- Exercise objective
Before copying, find the line below that contains "Give bounding boxes"; then return it and all later lines exactly, up to and including the final line, with no pictures.
####
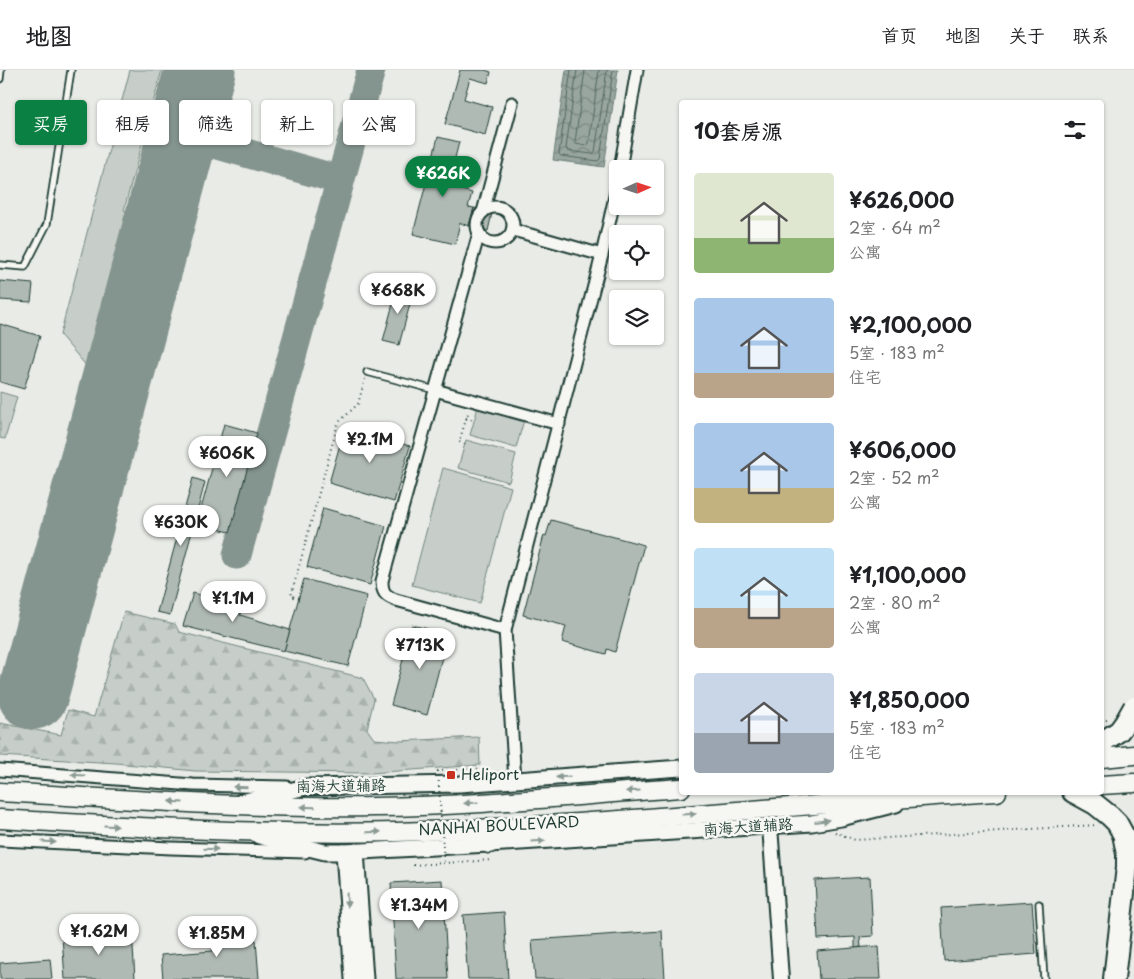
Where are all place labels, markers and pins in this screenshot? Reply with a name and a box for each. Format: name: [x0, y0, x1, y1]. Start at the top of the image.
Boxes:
pin: ¥626K: [408, 156, 478, 198]
pin: ¥668K: [363, 272, 433, 315]
pin: ¥2.1M: [335, 422, 405, 464]
pin: ¥606K: [192, 436, 262, 478]
pin: ¥630K: [146, 504, 216, 547]
pin: ¥1.1M: [198, 580, 268, 623]
pin: ¥713K: [385, 628, 455, 670]
place label: Heliport: [461, 762, 519, 785]
marker: Heliport: [445, 769, 457, 781]
pin: ¥1.34M: [378, 888, 460, 930]
pin: ¥1.62M: [58, 914, 140, 956]
pin: ¥1.85M: [176, 916, 258, 958]

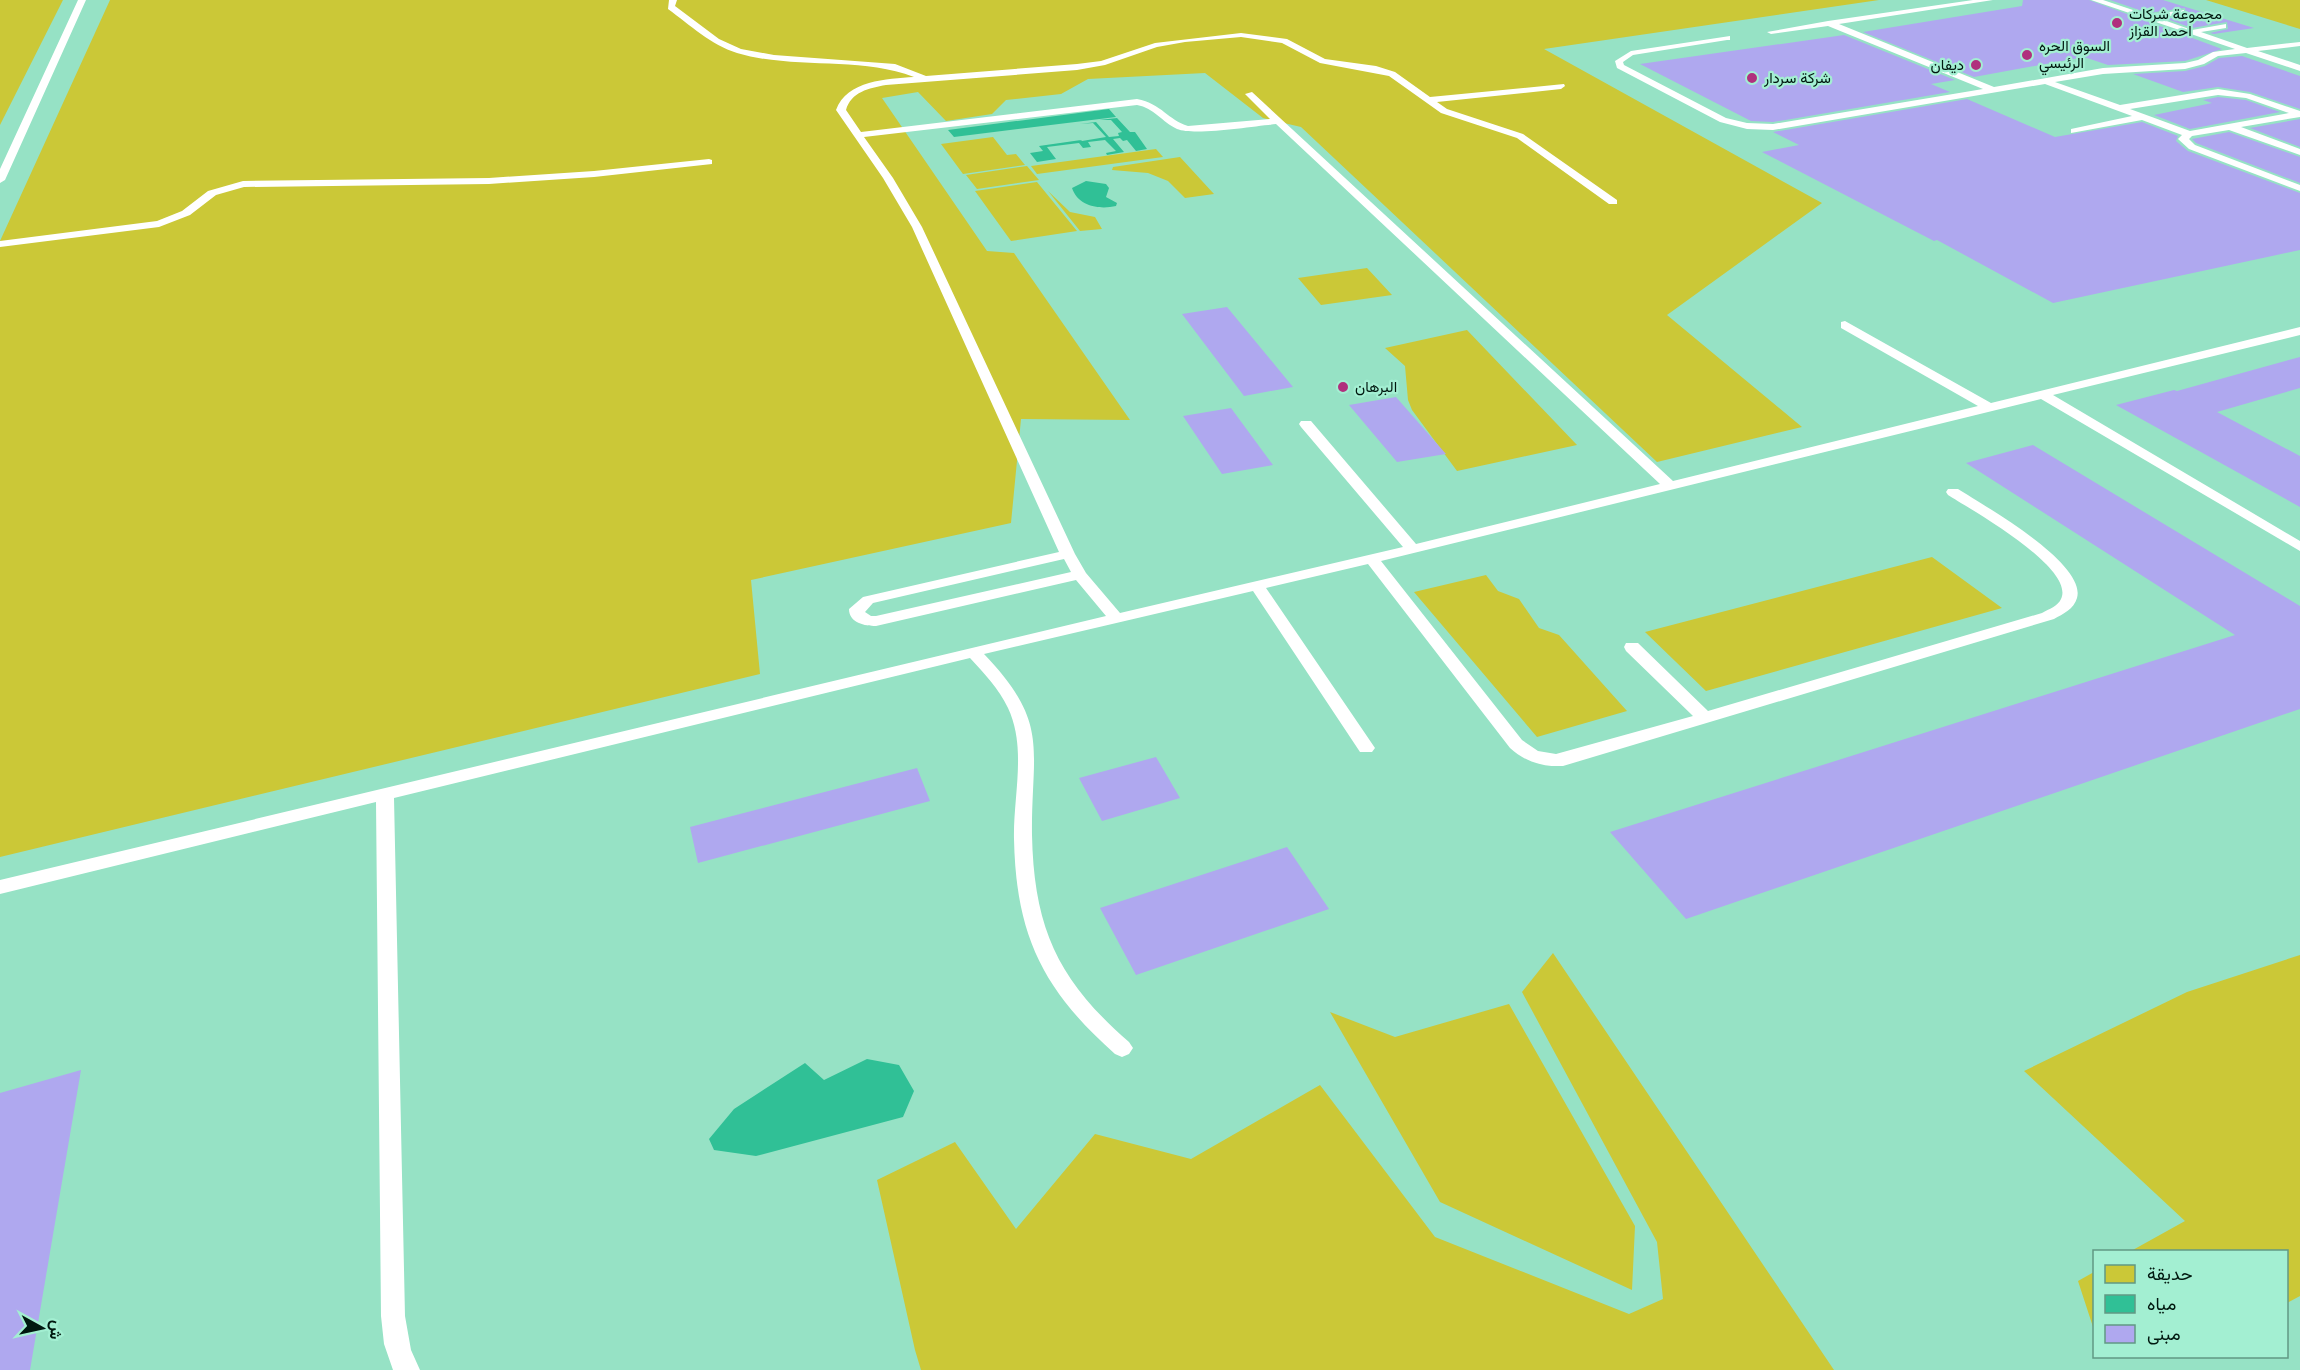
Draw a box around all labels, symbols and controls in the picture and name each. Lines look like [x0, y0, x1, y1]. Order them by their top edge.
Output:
place label: مجموعة شركات احمد القزاز [2128, 3, 2222, 40]
marker: مجموعة شركات احمد القزاز [2110, 16, 2124, 30]
place label: السوق الحره الرئيسي [2039, 35, 2110, 76]
marker: السوق الحره الرئيسي [2020, 48, 2034, 62]
place label: ديفان [1931, 54, 1964, 74]
marker: ديفان [1969, 58, 1983, 72]
place label: شركة سردار [1763, 67, 1831, 87]
marker: شركة سردار [1745, 71, 1759, 85]
place label: البرهان [1355, 376, 1397, 396]
marker: البرهان [1336, 380, 1350, 394]
legend [2093, 1250, 2288, 1358]
text: حديقة [2147, 1261, 2193, 1285]
text: مياه [2147, 1291, 2176, 1315]
north arrow [12, 1298, 72, 1358]
text: ش [45, 1319, 69, 1341]
text: مبنى [2147, 1321, 2181, 1345]

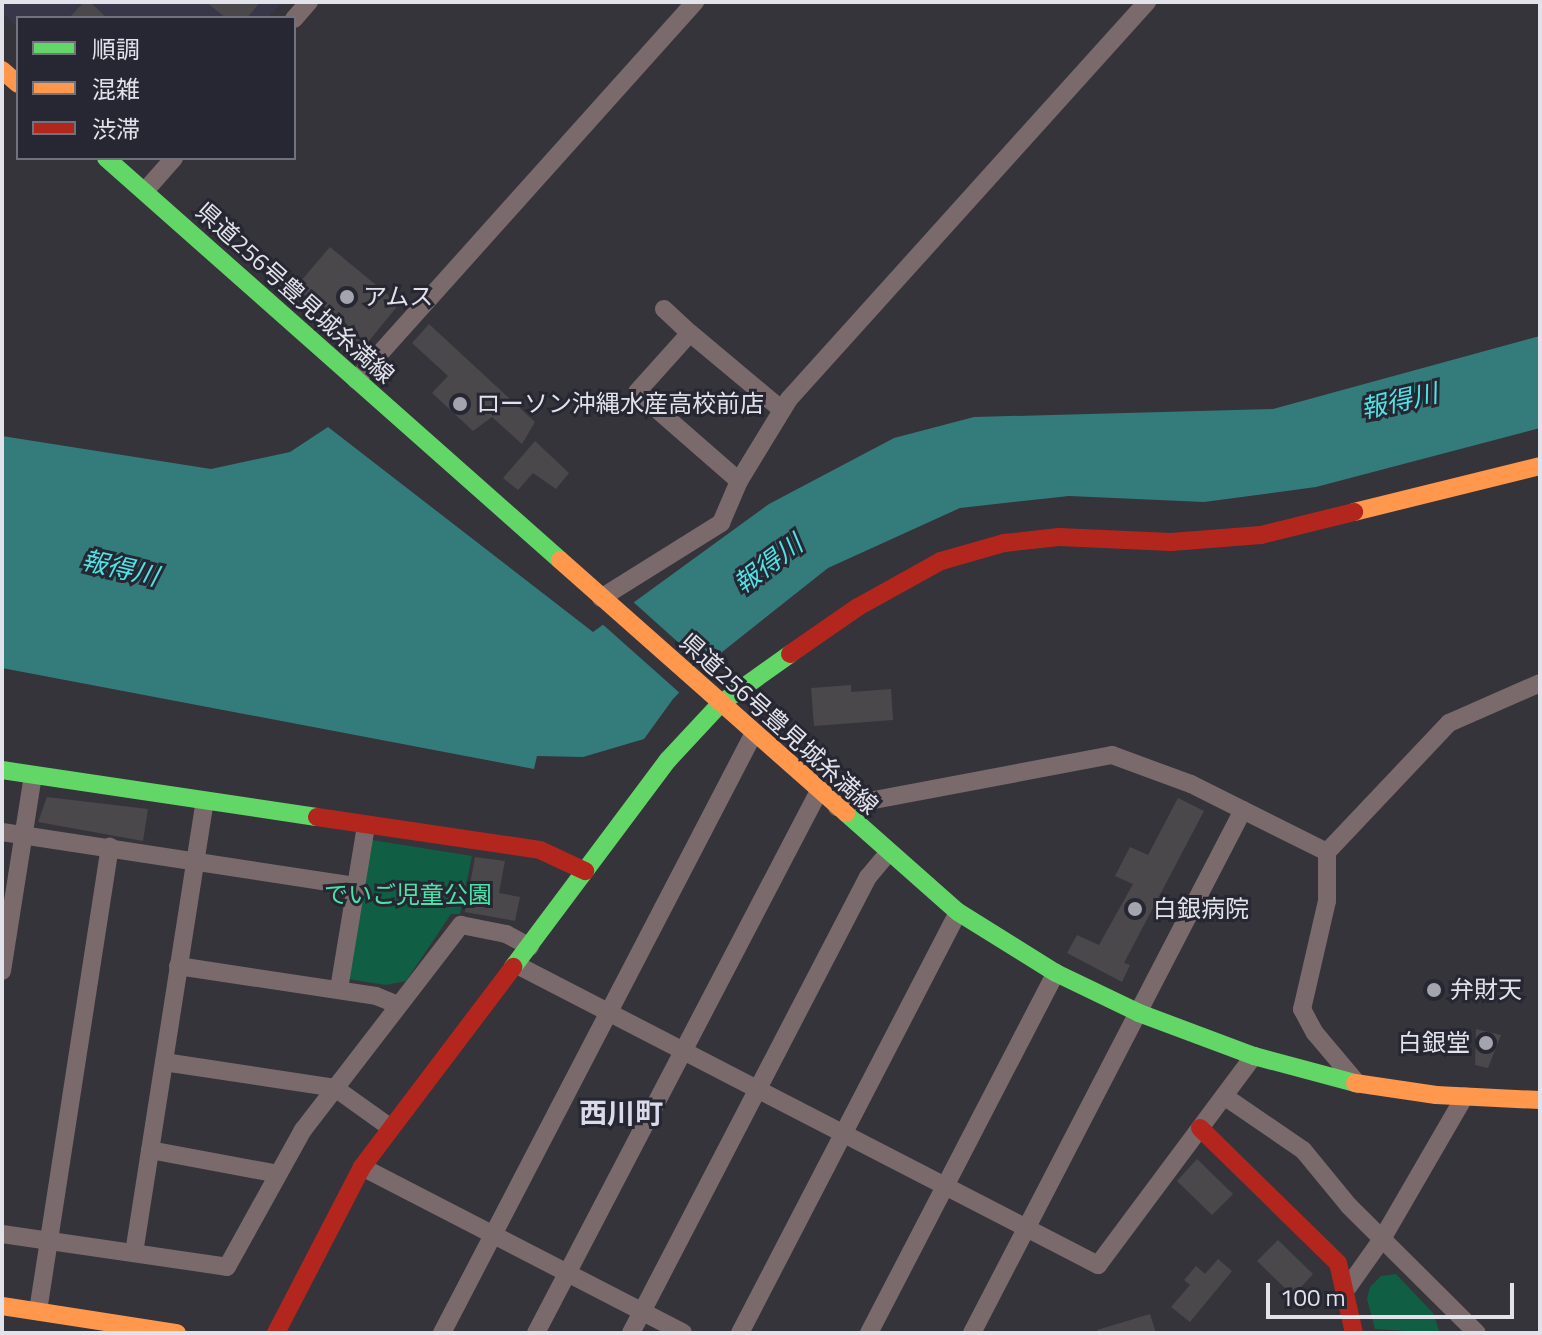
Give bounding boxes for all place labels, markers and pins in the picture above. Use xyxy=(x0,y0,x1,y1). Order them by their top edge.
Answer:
place label: アムス xyxy=(363,283,435,311)
marker: アムス xyxy=(338,288,356,306)
place label: ローソン沖縄水産高校前店 xyxy=(476,390,764,418)
marker: ローソン沖縄水産高校前店 xyxy=(451,395,469,413)
place label: 白銀病院 xyxy=(1153,895,1249,923)
marker: 白銀病院 xyxy=(1124,898,1146,920)
place label: 弁財天 xyxy=(1450,976,1522,1004)
marker: 弁財天 xyxy=(1425,981,1443,999)
place label: 白銀堂 xyxy=(1398,1029,1470,1057)
marker: 白銀堂 xyxy=(1477,1034,1495,1052)

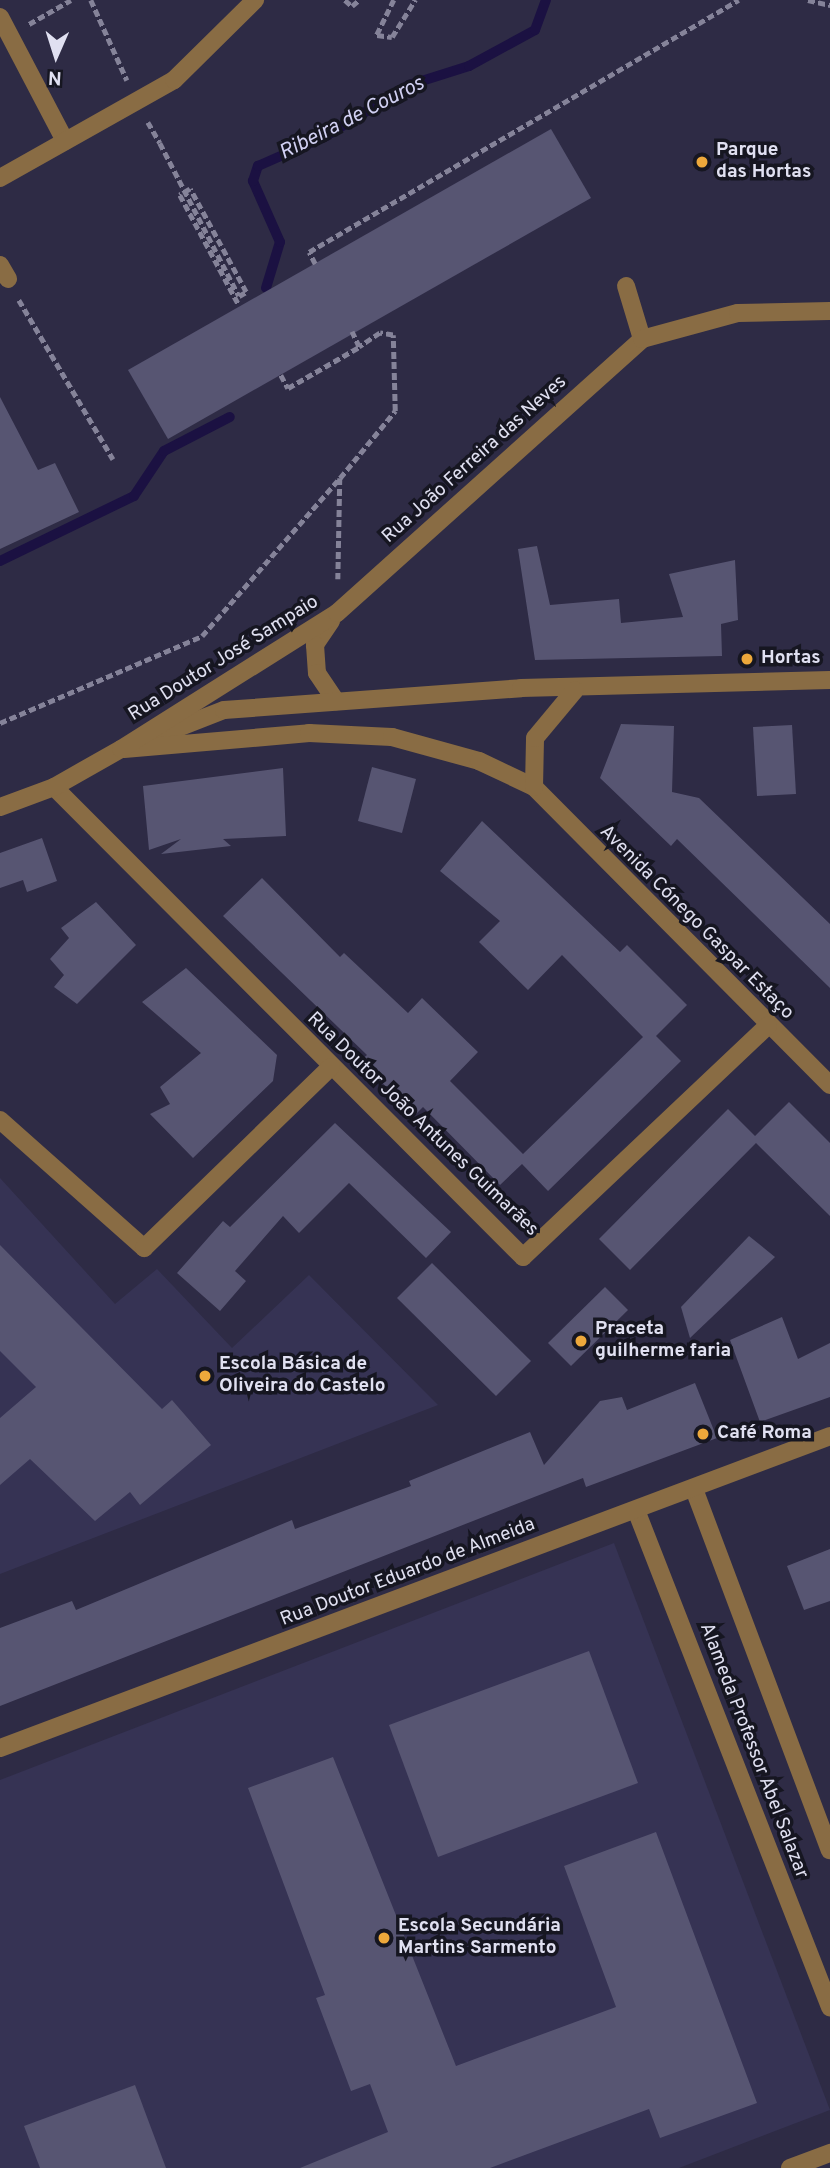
####
- Response
Give bounding boxes for all place labels, markers and pins in the picture above. Use xyxy=(x0,y0,x1,y1). Order them by their top edge.
Answer:
place label: アムス xyxy=(363,283,435,311)
marker: アムス xyxy=(338,288,356,306)
place label: ローソン沖縄水産高校前店 xyxy=(476,390,764,418)
marker: ローソン沖縄水産高校前店 xyxy=(451,395,469,413)
place label: 白銀病院 xyxy=(1153,895,1249,923)
marker: 白銀病院 xyxy=(1124,898,1146,920)
place label: 弁財天 xyxy=(1450,976,1522,1004)
marker: 弁財天 xyxy=(1425,981,1443,999)
place label: 白銀堂 xyxy=(1398,1029,1470,1057)
marker: 白銀堂 xyxy=(1477,1034,1495,1052)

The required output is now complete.